A complex restructuring exercise
Flipkart’s domicile shift is more complex than similar moves by early-stage startups, given the company’s scale and layered ownership structure.
While Walmart controls nearly four-fifths of the company, Flipkart’s investor base also includes global strategic and financial backers such as Google, SoftBank, Qatar Investment Authority, Microsoft and Tencent.

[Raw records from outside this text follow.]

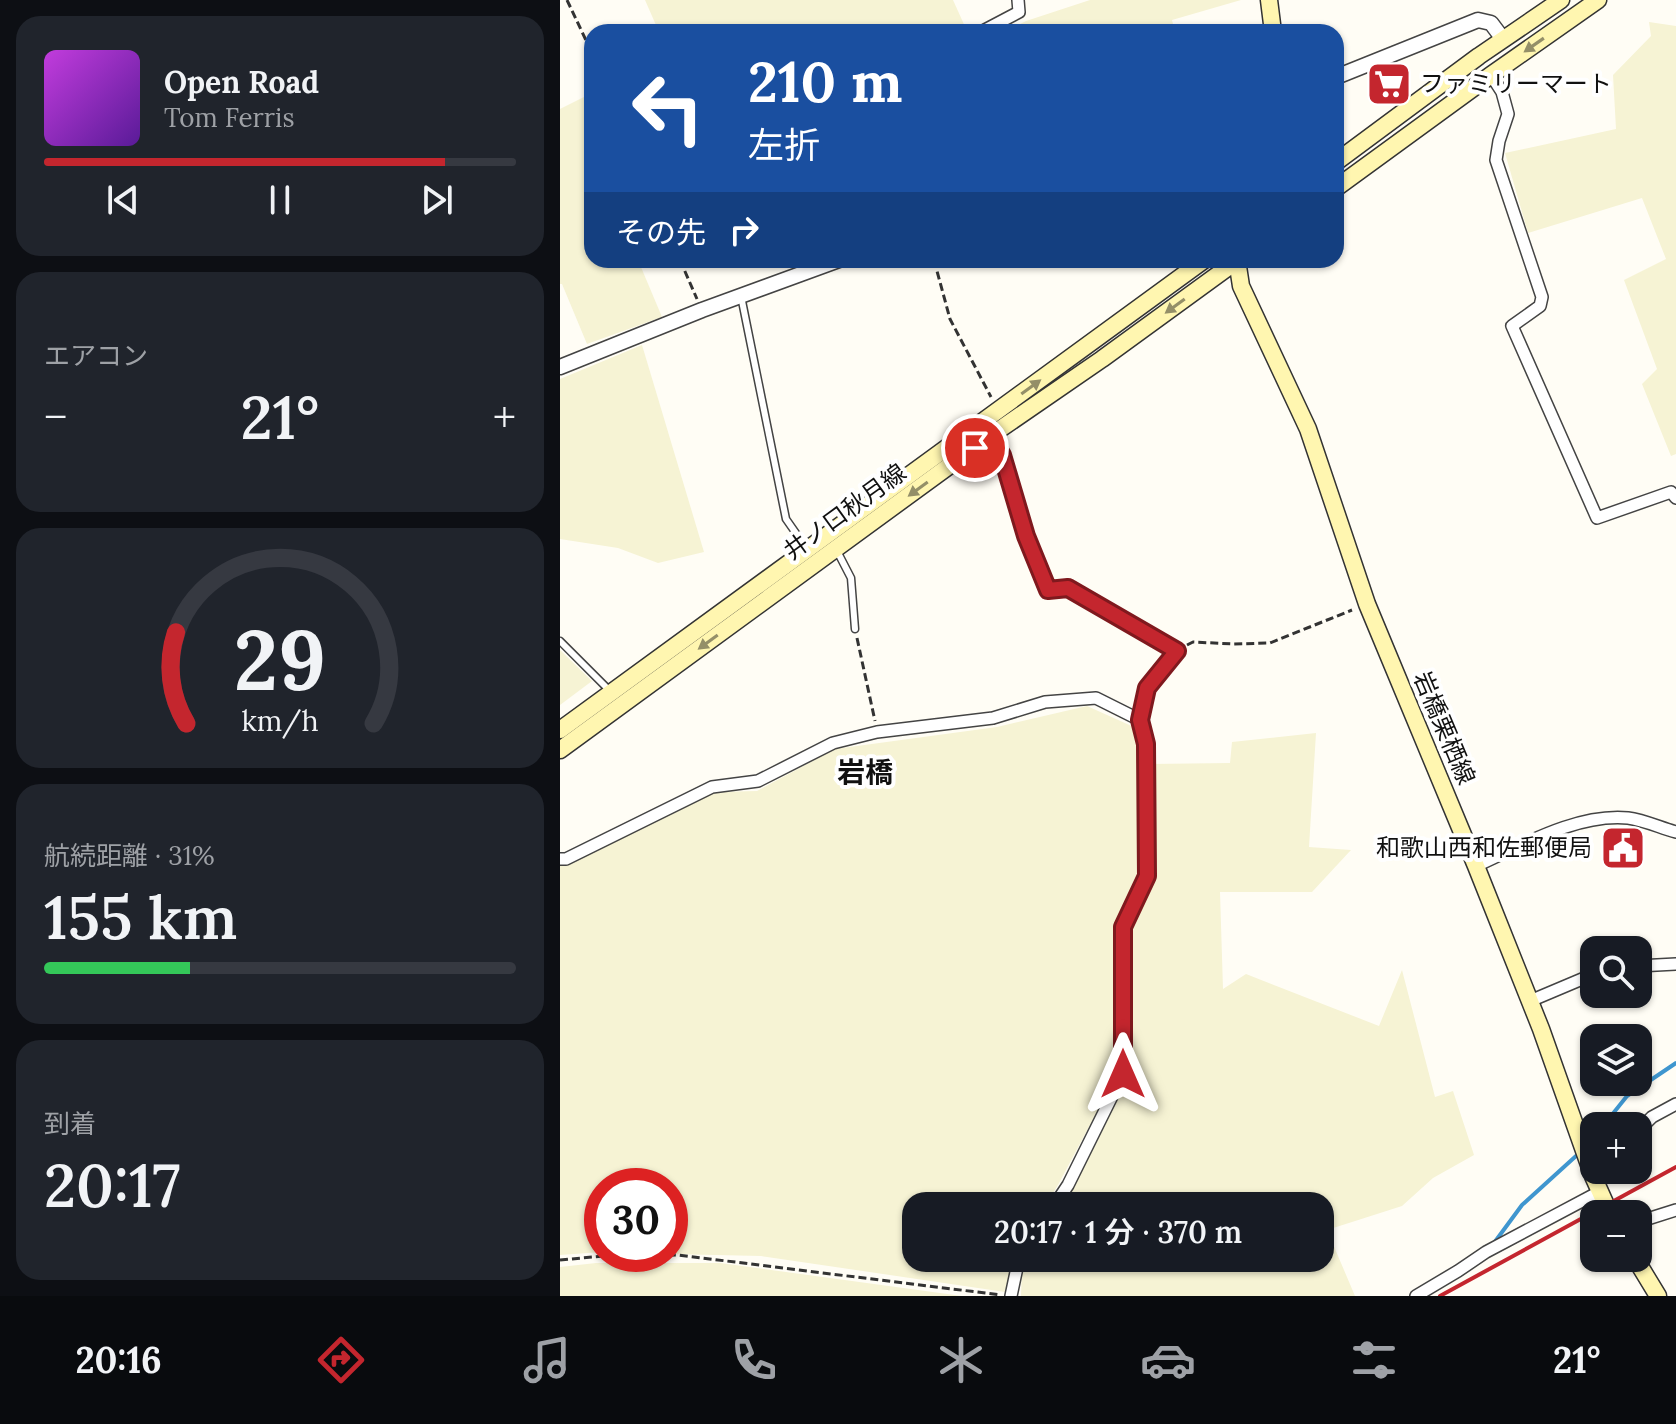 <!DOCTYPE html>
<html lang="ja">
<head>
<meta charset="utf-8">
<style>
  :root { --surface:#171b24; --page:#20242c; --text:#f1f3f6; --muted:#9ea1a6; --line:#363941; --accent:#c4262e }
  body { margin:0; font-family:Lora,"Noto Sans JP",serif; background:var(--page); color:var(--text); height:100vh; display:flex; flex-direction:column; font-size:30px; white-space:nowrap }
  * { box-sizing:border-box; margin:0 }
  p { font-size:26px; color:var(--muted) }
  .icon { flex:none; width:44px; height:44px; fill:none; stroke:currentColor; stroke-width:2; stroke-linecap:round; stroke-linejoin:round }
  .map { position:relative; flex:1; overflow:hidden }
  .details { display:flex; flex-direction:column; gap:16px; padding:16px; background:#0d0f14; width:560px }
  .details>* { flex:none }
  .guide { position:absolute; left:24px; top:24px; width:760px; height:244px; border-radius:24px; box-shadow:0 2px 6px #0004; background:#1a4fa0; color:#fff; overflow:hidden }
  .buttons { position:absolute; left:1020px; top:936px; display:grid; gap:16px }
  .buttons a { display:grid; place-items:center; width:72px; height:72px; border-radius:16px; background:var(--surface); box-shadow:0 2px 6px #0004; font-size:40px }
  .speed { position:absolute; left:24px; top:1168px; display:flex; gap:16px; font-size:40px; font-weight:700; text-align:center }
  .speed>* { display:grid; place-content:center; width:104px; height:104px; border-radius:50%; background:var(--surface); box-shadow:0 2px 6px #0004; line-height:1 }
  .speed .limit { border:12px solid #d22; background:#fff; color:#111 }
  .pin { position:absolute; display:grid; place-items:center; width:68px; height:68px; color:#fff; margin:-34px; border:4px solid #fff; border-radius:50%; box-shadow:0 2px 8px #0007 }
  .me { position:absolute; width:88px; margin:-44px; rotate:0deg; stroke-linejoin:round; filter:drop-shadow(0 0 6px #0008) }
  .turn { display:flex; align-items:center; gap:28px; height:168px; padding:0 32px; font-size:36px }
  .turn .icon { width:104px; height:104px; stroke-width:2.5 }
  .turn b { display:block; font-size:56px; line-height:68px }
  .then { display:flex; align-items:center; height:76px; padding:0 32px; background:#0003; gap:16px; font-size:30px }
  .big { font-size:60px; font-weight:600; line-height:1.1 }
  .details .tile { flex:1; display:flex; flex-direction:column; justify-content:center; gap:12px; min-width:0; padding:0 28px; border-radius:24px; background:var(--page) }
  .details .dial { align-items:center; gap:0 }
  .dial svg { height:208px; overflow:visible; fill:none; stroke:var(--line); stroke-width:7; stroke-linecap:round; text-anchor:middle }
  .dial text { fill:var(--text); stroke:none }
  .song { display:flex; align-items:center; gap:24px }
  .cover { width:96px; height:96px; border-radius:12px; background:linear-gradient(135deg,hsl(290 70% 55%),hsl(270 70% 35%)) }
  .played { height:8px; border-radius:4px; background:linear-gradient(90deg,var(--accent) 85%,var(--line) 85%) }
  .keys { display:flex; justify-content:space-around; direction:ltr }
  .heat { display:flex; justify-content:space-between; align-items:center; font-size:44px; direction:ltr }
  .charge { height:12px; border-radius:6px; background:linear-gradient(90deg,#34c759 31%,var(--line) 0) }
  .trip { position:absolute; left:342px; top:1192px; width:432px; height:80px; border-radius:24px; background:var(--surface); box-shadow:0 2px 6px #0004; font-weight:600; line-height:80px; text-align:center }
  .tab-bar { display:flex; height:128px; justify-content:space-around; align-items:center; background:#090b0e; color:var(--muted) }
  .tab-bar .icon { width:56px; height:56px }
  .tab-bar .on { color:var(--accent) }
  .tab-bar b { font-size:36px; color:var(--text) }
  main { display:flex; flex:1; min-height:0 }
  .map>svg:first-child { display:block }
  .farmland { fill:#f6f3d4 }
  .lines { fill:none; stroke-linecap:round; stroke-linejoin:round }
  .stream { stroke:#3f96cf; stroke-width:4 }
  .service-casing { stroke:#444; stroke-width:9 }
  .minor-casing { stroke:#444; stroke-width:14 }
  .tertiary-casing { stroke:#444; stroke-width:17 }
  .secondary-casing { stroke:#333; stroke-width:19 }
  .path { stroke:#333; stroke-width:3; stroke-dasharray:8 4; stroke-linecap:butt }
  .service { stroke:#fff; stroke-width:6 }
  .minor { stroke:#fff; stroke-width:11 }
  .tertiary { stroke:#fff; stroke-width:14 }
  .secondary { stroke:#fff6b0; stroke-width:16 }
  .rail { stroke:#c4262e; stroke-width:4 }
  .oneway { fill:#948f68 }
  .route-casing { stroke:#7f191e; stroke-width:20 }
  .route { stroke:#c4262e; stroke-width:14 }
  .labels { text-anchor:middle; stroke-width:8; stroke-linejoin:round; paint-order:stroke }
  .poi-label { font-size:24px; fill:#111; stroke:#fff; text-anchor:start }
  .street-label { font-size:24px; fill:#111; stroke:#fff }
  .quarter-label { font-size:28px; font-weight:bold; fill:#111; stroke:#fff }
</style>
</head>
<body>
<main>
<section class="details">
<div class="tile">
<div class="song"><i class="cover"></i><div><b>Open Road</b><p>Tom Ferris</p></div></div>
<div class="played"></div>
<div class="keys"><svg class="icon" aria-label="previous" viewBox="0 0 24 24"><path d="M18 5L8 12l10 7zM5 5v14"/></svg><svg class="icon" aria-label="pause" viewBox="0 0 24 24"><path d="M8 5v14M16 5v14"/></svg><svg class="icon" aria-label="next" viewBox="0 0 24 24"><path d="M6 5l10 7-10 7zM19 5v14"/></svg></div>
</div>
<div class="tile"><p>エアコン</p>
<div class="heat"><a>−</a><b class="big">21°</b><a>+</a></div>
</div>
<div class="tile dial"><svg viewBox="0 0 100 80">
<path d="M14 69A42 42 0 1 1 86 69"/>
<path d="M14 69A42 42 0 0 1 10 34" stroke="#c4262e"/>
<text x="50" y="56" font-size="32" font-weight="700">29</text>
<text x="50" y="72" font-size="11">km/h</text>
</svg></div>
<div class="tile"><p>航続距離 · 31%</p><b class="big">155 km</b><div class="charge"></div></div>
<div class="tile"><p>到着</p><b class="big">20:17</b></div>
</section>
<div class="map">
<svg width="1116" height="1296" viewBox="0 0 1116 1296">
  <rect width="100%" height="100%" fill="#fffdf5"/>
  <!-- farmland -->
  <g class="farmland">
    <polygon points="85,0 393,0 407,31 99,32"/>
    <polygon points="530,0 681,0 612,20 615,32 444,32 466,21"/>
    <polygon points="1089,22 1116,26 1116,454 1111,456 1082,384 1097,369 1064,280 1106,259 1082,198 968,233 945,153 1056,129 1053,75 1091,36"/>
    <polygon points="32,93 32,260 54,260 56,266 78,260 102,317 27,344 2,284 0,284 0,109"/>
    <polygon points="82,345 144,552 98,563 58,548 0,539 0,379"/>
    <polygon points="0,650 32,681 0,705"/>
    <polygon points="527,706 576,728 581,875 558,926 557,1074 498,1185 485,1206 356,1206 356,1258 453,1258 445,1292 201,1256 110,1254 110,1186 42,1186 42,1252 0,1255 0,863 10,864 155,792 197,791 275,749 437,727"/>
    <polygon points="756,733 749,847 791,850 752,892 660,892 663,989 686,974 819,1026 842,970 875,1097 893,1091 914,1155 873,1178 842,1206 767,1230 795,1296 461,1296 462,1265 466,1258 760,1258 760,1206 501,1206 536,1144 570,1072 569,928 593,872 589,764 670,763 672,742"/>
    <polygon points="36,1263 160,1263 402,1296 0,1296 0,1267"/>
  </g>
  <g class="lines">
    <!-- stream -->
    <g class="stream">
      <polyline points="1043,1126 1067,1096 1116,1063"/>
      <polyline points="1031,1141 1034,1137"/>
      <polyline points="934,1243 962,1205 1016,1156"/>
    </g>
    <!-- service casing -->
    <g class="service-casing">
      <g id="service">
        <polyline points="181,296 226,519 247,549"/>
        <polyline points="276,549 291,578 295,629"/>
        <polyline points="0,641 49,690"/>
      </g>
    </g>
    <!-- minor casing -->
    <g class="minor-casing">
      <g id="minor">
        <polyline points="421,32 459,12 458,0"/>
        <polyline points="931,75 942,92 948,114 939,141 936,160 982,297 980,306 952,326 1037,518 1111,492 1116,498"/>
        <polyline points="426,431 442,455 466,536 488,590 508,588 617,651 587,688 580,720 586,744 587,876 563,927 563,1074 508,1185 494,1206"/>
        <polyline points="0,859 6,859 152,787 198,781 273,743 317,732 433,718 485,702 536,698 580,720"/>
        <path d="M916,866c45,-20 101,-53 152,-48 16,2 33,10 48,14"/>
        <polyline points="1078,966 1116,964"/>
        <polyline points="970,1001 1034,974"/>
        <polyline points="1078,1131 1092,1117 1116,1104"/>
        <polyline points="1078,1222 1116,1210"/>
        <polyline points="451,1296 459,1258"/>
        <polyline points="856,1296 898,1271 926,1252 1039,1192"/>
      </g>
    </g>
    <!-- tertiary casing -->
    <g class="tertiary-casing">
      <g id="tertiary">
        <polyline points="776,77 918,20 931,23 943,39"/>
        <polyline points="0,367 142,310 279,260"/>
      </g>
    </g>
    <!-- secondary casing -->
    <g class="secondary-casing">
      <g id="secondary">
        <polyline points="709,0 713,32"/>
        <polyline points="776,162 919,56 1001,0"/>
        <polyline points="776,188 931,75 1038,0"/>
        <polyline points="677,260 681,286 748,429 807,604 916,866 981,1029 1033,1176 1050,1214"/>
        <polyline points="0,730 644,260"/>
        <polyline points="0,750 430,436 542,359 678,260"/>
        <polyline points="1075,1258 1098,1296"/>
      </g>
    </g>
    <!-- path -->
    <g class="path">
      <polyline points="7,0 32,53"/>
      <polyline points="120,260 137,299"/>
      <polyline points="374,260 390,319 431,397"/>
      <polyline points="297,638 315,721"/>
      <polyline points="627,645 633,642 674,644 710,643 792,610"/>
      <polyline points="0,1260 43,1256 118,1255 441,1295"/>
    </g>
    <!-- service -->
    <use href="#service" class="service"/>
    <!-- minor -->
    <use href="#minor" class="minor"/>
    <!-- tertiary -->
    <use href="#tertiary" class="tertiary"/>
    <!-- secondary -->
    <use href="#secondary" class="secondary"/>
    <!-- rail -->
    <polyline class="rail" points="880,1296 1116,1167"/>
  </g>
  <!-- one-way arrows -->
  <defs><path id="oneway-solid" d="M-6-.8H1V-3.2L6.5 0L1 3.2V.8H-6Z" transform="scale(2)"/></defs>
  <g class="oneway">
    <use href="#oneway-solid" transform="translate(974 45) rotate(145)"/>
    <use href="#oneway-solid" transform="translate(615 306) rotate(144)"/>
    <use href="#oneway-solid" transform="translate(471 387) rotate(-36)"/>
    <use href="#oneway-solid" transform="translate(358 489) rotate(144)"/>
    <use href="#oneway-solid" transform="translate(148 642) rotate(144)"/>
  </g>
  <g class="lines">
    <!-- route casing -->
    <g class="route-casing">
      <polyline id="route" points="415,448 430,436 442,455 466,536 488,590 508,588 617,651 587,688 580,720 586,744 587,876 563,927 563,1074"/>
    </g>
    <!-- route -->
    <use href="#route" class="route"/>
  </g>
  <!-- icons -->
  <defs>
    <g id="supermarket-square" transform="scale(2.3)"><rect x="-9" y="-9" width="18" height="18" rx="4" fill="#c4262e" stroke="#fff"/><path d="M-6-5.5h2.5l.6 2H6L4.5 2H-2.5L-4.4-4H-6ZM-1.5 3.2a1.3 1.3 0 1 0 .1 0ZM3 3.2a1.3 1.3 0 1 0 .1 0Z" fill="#fff"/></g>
    <g id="civic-square" transform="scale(2.3)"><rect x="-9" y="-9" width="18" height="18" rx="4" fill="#c4262e" stroke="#fff"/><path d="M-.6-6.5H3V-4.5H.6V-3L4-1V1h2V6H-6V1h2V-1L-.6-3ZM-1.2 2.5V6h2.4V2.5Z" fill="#fff"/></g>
  </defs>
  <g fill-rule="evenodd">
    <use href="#supermarket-square" x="829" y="84"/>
    <use href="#civic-square" x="1063" y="848"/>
  </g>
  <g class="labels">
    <!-- poi labels -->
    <g class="poi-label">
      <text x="860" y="92">ファミリーマート</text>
      <text x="1032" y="856" text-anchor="end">和歌山西和佐郵便局</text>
    </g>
    <!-- street labels -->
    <g class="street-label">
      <text transform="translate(285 512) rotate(-36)" y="8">井ノ口秋月線</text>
      <text transform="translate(884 728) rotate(67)" y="8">岩橋栗栖線</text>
    </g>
    <!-- quarter labels -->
    <g class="quarter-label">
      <text x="305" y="782">岩橋</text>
    </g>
  </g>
</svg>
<div class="buttons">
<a><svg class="icon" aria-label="search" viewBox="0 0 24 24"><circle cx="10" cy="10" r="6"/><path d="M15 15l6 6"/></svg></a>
<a><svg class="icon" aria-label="layers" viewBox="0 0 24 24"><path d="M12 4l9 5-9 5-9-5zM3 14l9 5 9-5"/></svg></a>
<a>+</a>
<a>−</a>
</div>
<div class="speed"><div class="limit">30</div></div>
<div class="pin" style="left:415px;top:448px;background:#d93025"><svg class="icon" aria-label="arrive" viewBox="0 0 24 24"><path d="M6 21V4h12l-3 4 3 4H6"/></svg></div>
<svg class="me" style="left:563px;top:1074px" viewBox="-20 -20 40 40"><path d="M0-17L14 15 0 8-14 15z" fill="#c4262e" stroke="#fff" stroke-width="4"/></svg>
<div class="trip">20:17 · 1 分 · 370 m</div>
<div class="guide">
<div class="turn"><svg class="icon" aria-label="left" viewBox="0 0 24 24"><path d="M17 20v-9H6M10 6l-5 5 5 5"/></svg><div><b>210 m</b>左折</div></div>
<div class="then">その先<svg class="icon" aria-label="right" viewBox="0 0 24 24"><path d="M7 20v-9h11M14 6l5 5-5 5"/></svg></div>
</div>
</div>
</main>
<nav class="tab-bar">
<b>20:16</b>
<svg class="icon on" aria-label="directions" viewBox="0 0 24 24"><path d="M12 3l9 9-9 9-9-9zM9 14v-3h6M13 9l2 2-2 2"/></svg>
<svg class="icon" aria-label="music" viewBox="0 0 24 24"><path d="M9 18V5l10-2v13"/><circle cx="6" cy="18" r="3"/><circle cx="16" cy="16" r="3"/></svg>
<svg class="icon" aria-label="phone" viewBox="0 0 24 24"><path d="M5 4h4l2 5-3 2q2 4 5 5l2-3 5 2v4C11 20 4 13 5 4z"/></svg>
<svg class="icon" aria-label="climate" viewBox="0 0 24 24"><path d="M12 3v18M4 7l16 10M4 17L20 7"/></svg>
<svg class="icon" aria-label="car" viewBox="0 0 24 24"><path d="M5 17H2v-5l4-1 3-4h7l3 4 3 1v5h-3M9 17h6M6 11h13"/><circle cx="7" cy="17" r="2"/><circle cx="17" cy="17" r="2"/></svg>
<svg class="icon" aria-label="filters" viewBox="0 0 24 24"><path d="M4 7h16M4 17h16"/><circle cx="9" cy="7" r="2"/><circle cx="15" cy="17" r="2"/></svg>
<b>21°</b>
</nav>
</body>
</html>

Under the NCLT-approved plan, the consolidation will take place in phases. In the first stage, multiple Singapore-incorporated entities housing businesses across fashion, logistics and payments will be merged into Flipkart Internet, the Bengaluru-headquartered operating company. In the next step, the Singapore-based holding company itself will be folded into Flipkart Internet, which will then function as the group’s principal holding entity in India.
Part of a broader trend
Flipkart’s move follows similar domicile shifts by other Indian startups this year. Earlier, Moneycontrol reported that companies such as Meesho, Groww and Razorpay collectively paid around $600 million in taxes to relocate their domiciles to India. The tax burden largely arises from capital gains triggered by transferring shareholdings from overseas entities to Indian ones, particularly where valuations have increased significantly since incorporation.
Precedent within the Walmart group
The move also mirrors the path taken by PhonePe, another Walmart-owned firm, which shifted its domicile to India in 2022 after paying a tax bill of about $1 billion to complete the transition.
Implications for Flipkart’s IPO plans
The domicile shift comes amid renewed IPO activity in India’s consumer internet sector, as market conditions stabilise and investor appetite for large, scaled digital platforms improves. Flipkart continues to compete closely with Amazon in India’s e-commerce market and has been sharpening its focus on core categories, operational efficiency and profitability as it prepares for its next phase of growth.